While some have cautioned the Dalai Lama against using the word “secular,” he said a secular approach is an appropriate method for implementing moral teachings, from both common sense and scientific research, into education.


“So, perhaps I may say, my university, [I am a] hopeless professor [but a] warm-hearted [professor],” he said before taking questions.


Asked a student: “In an interconnected world where countries exhibit diverse religious, philosophical and cultural foundations, how can leaders, groups and societies formulate laws, policies and ethical guidelines that not only suit their own perspectives but also take account of and respect the foundations of the perspectives of others?”
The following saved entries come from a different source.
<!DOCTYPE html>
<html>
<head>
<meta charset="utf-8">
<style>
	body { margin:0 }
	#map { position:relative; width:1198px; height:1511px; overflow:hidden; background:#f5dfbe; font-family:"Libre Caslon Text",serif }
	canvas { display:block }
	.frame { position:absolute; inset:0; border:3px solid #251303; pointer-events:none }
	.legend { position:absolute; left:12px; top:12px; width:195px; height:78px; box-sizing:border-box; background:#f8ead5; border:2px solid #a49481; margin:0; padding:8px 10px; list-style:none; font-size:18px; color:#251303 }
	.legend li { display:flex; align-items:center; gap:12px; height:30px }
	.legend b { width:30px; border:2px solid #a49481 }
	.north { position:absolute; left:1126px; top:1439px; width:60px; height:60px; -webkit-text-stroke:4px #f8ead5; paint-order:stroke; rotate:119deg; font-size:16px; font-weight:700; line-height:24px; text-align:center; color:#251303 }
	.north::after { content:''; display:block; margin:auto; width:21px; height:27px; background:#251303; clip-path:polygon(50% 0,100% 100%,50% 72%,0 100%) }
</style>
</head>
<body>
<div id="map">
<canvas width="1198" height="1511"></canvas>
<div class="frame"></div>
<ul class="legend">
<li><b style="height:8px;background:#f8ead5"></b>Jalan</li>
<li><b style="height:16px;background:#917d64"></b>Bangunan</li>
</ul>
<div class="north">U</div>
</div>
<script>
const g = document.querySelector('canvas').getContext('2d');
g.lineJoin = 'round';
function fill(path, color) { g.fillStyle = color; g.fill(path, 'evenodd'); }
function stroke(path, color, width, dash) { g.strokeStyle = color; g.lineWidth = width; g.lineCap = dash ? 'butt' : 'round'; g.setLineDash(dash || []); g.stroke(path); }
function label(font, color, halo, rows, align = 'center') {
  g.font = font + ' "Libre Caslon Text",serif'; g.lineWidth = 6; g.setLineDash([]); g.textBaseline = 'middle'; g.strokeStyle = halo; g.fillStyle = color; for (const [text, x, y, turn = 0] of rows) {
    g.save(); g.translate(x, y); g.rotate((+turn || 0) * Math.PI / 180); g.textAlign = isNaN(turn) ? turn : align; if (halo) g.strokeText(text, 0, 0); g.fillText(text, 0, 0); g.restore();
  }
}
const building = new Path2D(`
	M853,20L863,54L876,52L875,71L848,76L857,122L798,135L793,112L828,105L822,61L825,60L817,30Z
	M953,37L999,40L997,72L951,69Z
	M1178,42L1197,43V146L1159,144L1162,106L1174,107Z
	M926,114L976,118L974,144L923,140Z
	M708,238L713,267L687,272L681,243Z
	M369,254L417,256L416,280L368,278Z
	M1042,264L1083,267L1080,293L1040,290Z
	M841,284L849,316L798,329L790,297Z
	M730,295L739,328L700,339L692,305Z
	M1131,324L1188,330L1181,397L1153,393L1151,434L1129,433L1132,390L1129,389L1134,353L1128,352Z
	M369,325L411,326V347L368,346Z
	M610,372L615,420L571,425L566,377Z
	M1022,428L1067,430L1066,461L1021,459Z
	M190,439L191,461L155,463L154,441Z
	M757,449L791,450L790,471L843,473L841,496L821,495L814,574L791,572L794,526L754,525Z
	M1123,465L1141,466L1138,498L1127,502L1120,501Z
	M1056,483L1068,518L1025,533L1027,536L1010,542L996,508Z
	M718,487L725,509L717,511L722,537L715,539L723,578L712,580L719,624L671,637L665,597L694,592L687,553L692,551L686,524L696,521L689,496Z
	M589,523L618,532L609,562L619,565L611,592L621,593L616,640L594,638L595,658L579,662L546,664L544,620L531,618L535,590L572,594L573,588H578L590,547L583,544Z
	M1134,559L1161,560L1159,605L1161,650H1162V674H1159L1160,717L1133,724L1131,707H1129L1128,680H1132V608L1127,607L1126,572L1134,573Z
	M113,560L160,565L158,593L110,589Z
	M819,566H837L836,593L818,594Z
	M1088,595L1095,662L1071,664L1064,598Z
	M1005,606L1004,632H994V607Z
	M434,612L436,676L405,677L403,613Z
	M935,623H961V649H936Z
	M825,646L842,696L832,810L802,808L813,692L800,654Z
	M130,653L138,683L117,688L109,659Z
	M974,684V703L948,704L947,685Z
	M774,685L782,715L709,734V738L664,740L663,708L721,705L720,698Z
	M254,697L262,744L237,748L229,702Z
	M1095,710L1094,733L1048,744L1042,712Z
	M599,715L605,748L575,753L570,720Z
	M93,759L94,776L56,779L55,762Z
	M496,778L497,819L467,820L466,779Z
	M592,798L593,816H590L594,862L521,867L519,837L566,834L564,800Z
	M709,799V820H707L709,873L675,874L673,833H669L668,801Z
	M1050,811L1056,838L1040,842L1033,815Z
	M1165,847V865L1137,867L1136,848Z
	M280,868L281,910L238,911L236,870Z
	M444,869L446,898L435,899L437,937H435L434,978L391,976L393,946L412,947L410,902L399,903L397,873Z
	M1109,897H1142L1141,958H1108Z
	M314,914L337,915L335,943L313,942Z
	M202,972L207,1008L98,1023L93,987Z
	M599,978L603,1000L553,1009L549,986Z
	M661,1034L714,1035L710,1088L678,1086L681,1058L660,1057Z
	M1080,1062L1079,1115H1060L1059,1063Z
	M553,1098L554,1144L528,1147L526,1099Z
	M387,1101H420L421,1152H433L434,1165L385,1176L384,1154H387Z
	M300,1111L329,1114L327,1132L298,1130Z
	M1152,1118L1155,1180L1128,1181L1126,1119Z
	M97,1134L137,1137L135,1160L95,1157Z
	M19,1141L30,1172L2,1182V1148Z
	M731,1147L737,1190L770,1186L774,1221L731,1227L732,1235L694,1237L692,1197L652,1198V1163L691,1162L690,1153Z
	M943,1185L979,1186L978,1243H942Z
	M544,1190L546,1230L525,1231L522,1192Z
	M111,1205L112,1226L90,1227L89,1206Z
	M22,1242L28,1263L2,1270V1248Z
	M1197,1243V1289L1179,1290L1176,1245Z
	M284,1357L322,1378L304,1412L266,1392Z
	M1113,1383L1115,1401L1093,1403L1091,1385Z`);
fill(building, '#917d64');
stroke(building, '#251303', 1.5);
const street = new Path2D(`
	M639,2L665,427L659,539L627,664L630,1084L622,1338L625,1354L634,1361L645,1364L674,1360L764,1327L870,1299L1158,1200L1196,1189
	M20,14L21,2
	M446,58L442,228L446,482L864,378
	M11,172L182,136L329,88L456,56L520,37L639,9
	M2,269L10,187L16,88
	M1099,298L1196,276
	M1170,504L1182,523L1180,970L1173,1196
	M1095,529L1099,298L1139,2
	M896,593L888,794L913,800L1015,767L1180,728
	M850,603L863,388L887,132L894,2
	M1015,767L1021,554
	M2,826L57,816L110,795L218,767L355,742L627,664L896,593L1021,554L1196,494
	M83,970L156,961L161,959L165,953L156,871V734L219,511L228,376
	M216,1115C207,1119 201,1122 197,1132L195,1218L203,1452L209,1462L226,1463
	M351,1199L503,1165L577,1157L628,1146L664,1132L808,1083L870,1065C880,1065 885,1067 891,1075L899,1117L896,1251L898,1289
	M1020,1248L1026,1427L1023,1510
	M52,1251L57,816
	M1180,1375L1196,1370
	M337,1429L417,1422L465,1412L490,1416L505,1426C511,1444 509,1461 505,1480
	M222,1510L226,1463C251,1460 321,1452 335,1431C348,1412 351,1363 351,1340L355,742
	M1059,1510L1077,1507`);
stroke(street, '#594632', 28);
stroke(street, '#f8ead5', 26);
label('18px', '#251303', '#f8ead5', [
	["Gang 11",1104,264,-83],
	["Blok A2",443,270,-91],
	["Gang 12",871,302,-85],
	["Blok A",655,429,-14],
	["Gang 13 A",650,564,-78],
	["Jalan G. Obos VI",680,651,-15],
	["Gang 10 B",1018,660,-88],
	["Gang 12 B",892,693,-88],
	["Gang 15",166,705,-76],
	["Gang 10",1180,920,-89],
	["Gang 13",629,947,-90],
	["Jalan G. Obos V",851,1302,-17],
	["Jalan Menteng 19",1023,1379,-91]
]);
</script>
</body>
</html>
After a moment of discussion with his translator, the Dalai Lama answered that it depends on the size of the country.


“The world belongs to 7 billion human beings,” he said, adding, “So I think the democratic system is the best way.”


After discussing how to treat prisoners and the meaning of life — “being happy and being useful” — the crowd gave him a final round of applause and he headed to a private luncheon.


In the late afternoon, he took to the Schwartz Center for another scholarly conversation titled, “Transcending Moral Differences: Can ‘Secular Ethics’ Unite Us?” for faculty and graduate students in the Department of Religion and Center for Ethics.


The spiritual leader has become the face of the Emory-Tibet Partnership, which was founded in 1988. This is the first time in 25 years the Dalai Lama has spoken at Glenn Memorial. He last visited Emory in October 2010.


Along with the Dalai Lama visits, the partnership allows a group of Emory students and faculty to study in Dharamsala, India, at the Buddhist Institute of Dialectics. As part of the Emory-Tibet Science Initiative, several Tibetan monks come to Emory every two years to study modern science for teaching careers back in India.